European Islam, or Euro-Islam, is a hypothesized new branch of Islam that historically originated and developed among the European peoples of the Balkans (primarily Albania, Bosnia and Herzegovina, Kosovo, and European Turkey, but also in Bulgaria, Montenegro, and North Macedonia, countries with sizable Muslim minorities). These communities, alongside those in some republics of Russia, constitute a large population which constitute large populations of European Muslims. Historically significant Muslim populations in Europe include Azerbaijanis, Ashkali and Balkan Egyptians, Balkan Turks, Bosniaks, Böszörmény, Chechens, Circassians, Cretan Turks, Crimean Tatars, Gajals, Gorani, Greek Muslims, Ingush, Khalyzians, Kazakhs, Lipka Tatars, Muslim Albanians, Muslim Romani people, Pomaks, Torbeshi, Turks, Turkish Cypriots, Vallahades, Volga Tatars, Yörüks, and Megleno-Romanians from Notia today living in East Thrace, although the majority are secular.

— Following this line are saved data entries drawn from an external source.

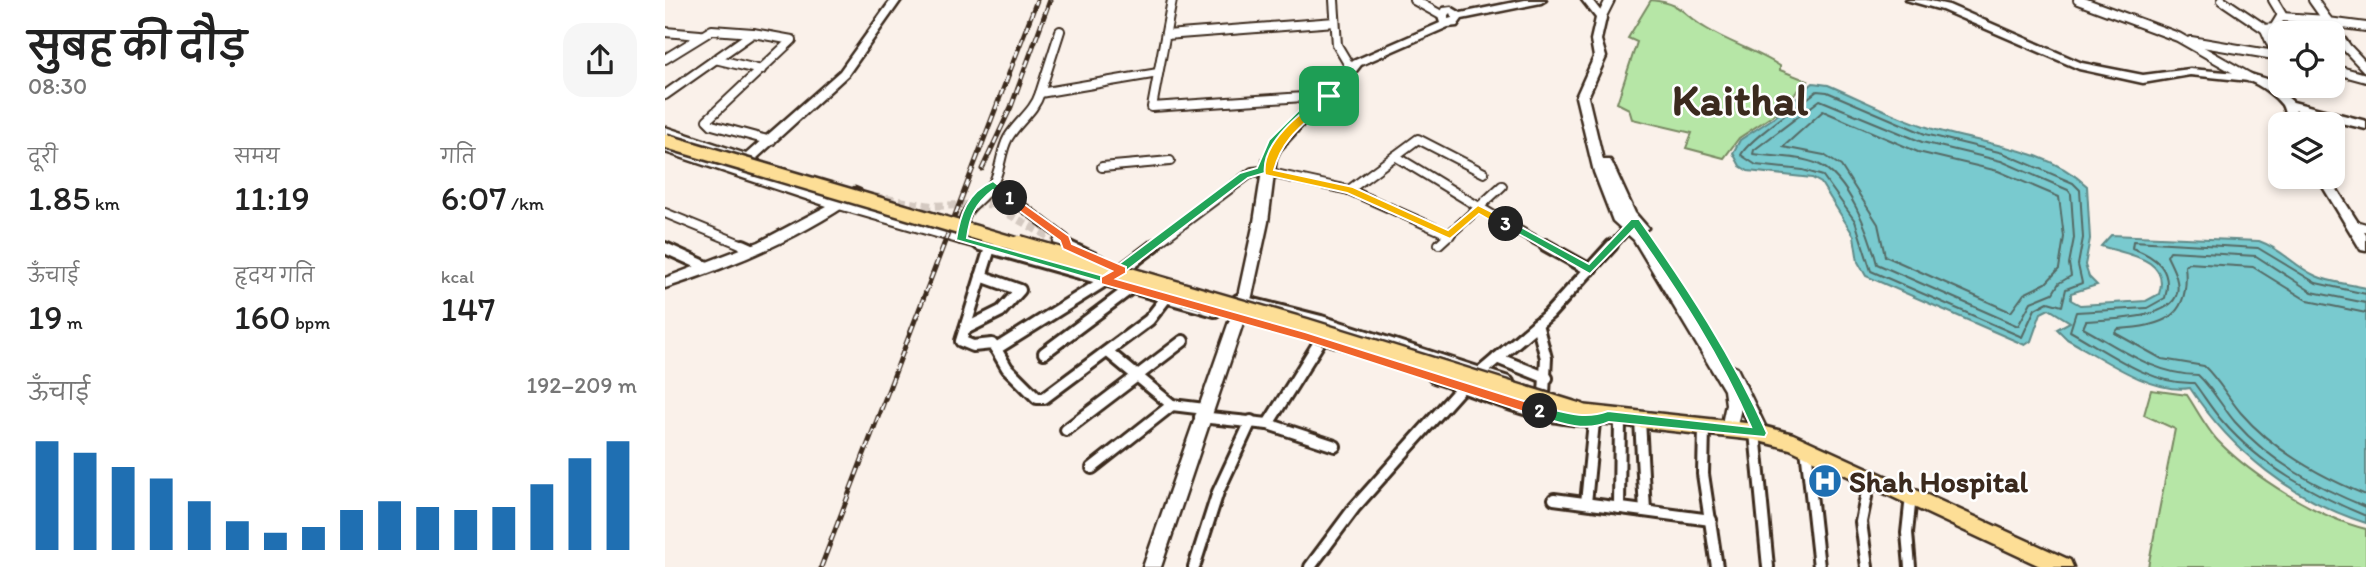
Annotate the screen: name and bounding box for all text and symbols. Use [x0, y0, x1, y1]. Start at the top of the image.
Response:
map controls [2268, 21, 2345, 189]
button: locate [2268, 21, 2345, 98]
text: सुबह की दौड़ [28, 23, 247, 69]
button: share [563, 23, 637, 97]
pin [1299, 66, 1359, 126]
text: 08:30 [28, 72, 87, 100]
district label: Kaithal [1672, 73, 1809, 126]
icon: arrive [1310, 77, 1348, 115]
button: layers [2268, 112, 2345, 189]
text: दूरी [28, 145, 58, 168]
text: समय [234, 145, 280, 168]
text: गति [441, 145, 475, 168]
text: 1.85 [28, 177, 90, 219]
text: 11:19 [234, 177, 310, 219]
text: 6:07 [441, 177, 507, 219]
pin: 1 [993, 180, 1027, 216]
text: 1 [1005, 186, 1014, 209]
text: km [90, 192, 120, 215]
text: /km [507, 192, 544, 215]
pin: 3 [1489, 206, 1523, 242]
text: 3 [1500, 212, 1511, 235]
text: ऊँचाई [28, 264, 79, 287]
text: हृदय गति [234, 264, 314, 287]
text: kcal [441, 265, 474, 288]
text: 147 [441, 288, 495, 330]
text: 19 [28, 296, 63, 338]
text: 160 [234, 296, 291, 338]
text: m [63, 311, 83, 334]
text: bpm [291, 311, 330, 334]
text: 192–209 m [527, 371, 637, 399]
text: ऊँचाई [28, 378, 90, 406]
pin: 2 [1523, 394, 1557, 428]
text: 2 [1535, 399, 1545, 422]
hospital icon: Shah Hospital [1806, 462, 1844, 500]
place label: Shah Hospital [1849, 463, 2029, 500]

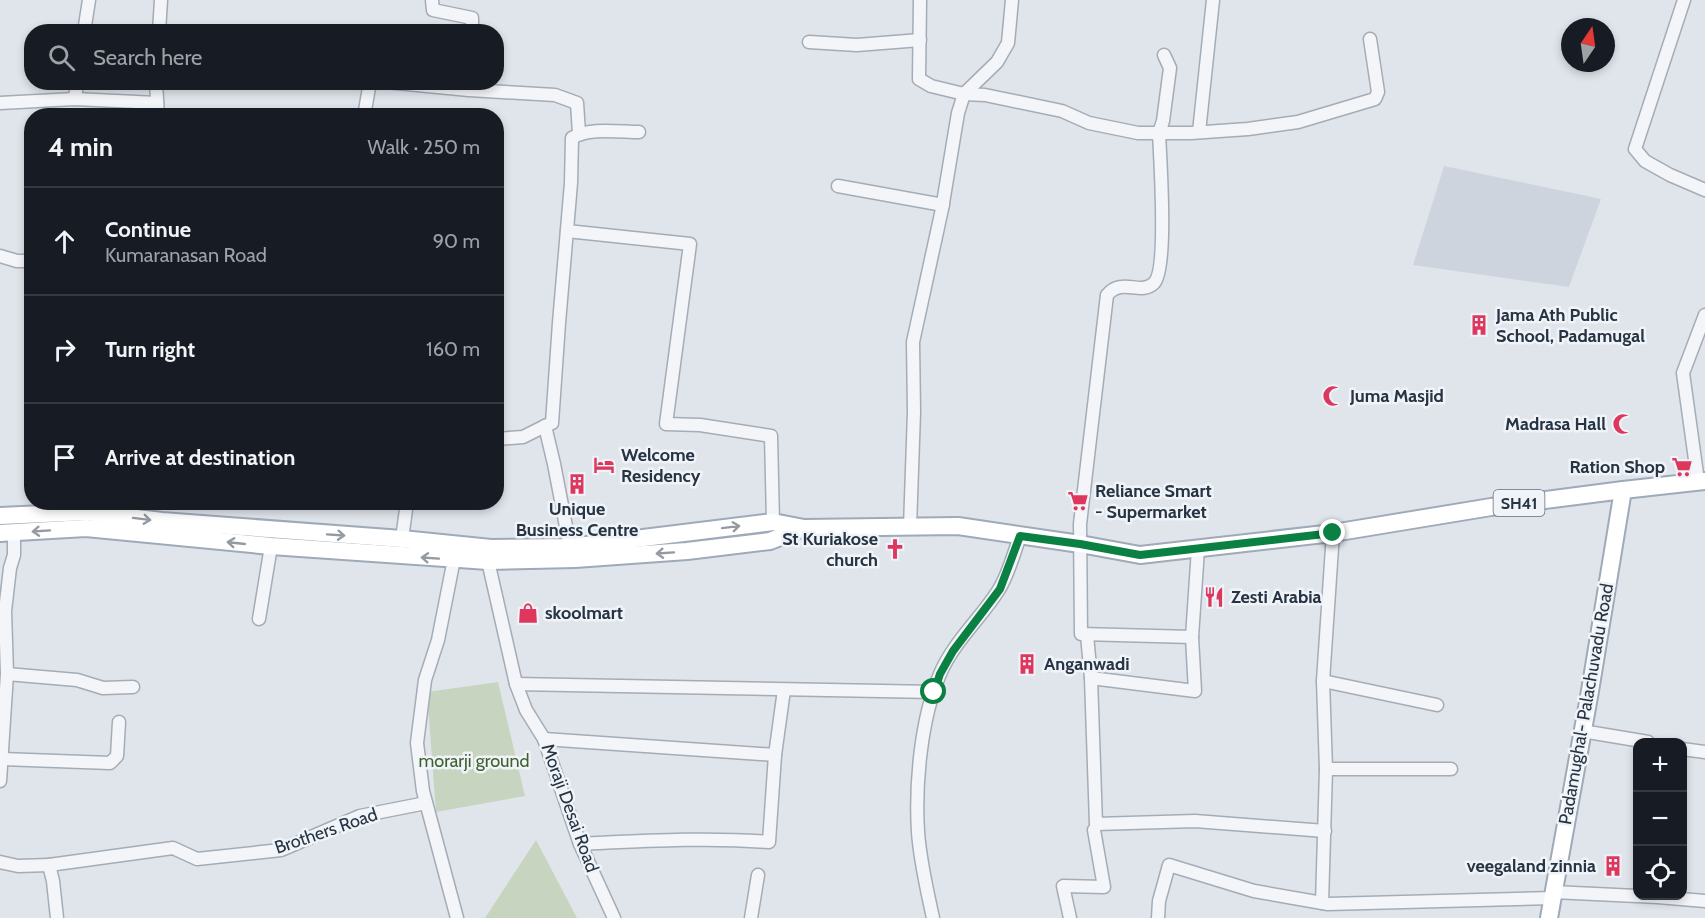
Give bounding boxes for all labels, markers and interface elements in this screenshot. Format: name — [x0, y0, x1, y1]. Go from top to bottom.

The terms "European Islam" and "Euro-Islam" were originally introduced at a conference that took place in Birmingham in 1988, presided by Carl E. Olivestam, senior lecturer at Umeå University, and subsequently published in the Swedish handbook Kyrkor och alternativa rörelser ("Churches and Alternative Movements"). "European Islam" defines the ongoing debate on the social integration of Muslim populations in Western European countries such as France, Germany, the United Kingdom, and the Netherlands. There are three Islamic scholars who participate in the debate on "Euro-Islam": Enes Karić, Bassam Tibi, and Tariq Ramadan, who adopted the term in the second half of the 1990s but use it with different meanings. The foremost Western, Non-Muslim scholars of political science and/or Islamic studies involved in the debate on "Euro-Islam" are Jocelyne Cesari, Jørgen S. Nielsen, and Olivier Roy.